◆ Directions
This exercise calls for copying every line below that holds the word "into".
START Input records
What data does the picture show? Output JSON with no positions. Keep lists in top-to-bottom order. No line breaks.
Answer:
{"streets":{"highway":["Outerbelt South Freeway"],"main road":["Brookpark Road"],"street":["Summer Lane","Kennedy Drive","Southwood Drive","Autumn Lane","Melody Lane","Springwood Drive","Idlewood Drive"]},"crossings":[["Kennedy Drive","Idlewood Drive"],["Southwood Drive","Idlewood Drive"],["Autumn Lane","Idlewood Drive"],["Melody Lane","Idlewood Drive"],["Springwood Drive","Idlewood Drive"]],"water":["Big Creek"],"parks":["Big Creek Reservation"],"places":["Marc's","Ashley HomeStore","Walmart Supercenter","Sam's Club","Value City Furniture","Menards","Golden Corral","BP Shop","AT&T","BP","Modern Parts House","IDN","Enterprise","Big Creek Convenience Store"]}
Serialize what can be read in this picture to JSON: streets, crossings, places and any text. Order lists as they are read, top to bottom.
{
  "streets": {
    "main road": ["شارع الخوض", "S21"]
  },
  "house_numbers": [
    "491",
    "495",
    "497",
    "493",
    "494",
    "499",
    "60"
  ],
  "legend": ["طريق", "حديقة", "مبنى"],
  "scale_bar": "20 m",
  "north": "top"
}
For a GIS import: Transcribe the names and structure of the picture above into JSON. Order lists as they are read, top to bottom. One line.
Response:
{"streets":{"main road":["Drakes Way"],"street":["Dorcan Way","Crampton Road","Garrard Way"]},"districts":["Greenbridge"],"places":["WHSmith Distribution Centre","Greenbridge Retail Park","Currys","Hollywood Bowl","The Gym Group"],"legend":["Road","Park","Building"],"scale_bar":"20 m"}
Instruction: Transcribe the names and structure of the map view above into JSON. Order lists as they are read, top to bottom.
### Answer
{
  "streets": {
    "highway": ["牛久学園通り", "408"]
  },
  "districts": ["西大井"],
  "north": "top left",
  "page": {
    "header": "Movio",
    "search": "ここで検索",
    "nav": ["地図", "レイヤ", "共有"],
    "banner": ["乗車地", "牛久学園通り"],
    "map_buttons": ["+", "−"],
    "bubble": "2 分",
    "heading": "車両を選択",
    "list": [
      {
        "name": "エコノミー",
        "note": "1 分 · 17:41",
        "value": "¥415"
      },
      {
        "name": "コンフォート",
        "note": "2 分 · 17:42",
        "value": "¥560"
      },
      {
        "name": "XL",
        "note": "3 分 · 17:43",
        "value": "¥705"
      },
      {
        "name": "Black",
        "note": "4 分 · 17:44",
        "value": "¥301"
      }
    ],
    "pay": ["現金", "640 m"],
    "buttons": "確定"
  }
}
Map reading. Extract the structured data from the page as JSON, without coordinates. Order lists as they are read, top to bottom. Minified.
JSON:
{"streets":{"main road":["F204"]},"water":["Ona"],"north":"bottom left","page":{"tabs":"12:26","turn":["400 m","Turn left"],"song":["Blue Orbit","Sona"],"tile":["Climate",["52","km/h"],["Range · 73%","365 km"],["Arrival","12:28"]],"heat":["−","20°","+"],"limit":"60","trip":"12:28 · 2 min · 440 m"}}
END Input records
◆ Solution to the problem
For a GIS import: Transcribe the names and structure of the picture above into JSON. Order lists as they are read, top to bottom. One line.
Instruction: Transcribe the names and structure of the map view above into JSON. Order lists as they are read, top to bottom.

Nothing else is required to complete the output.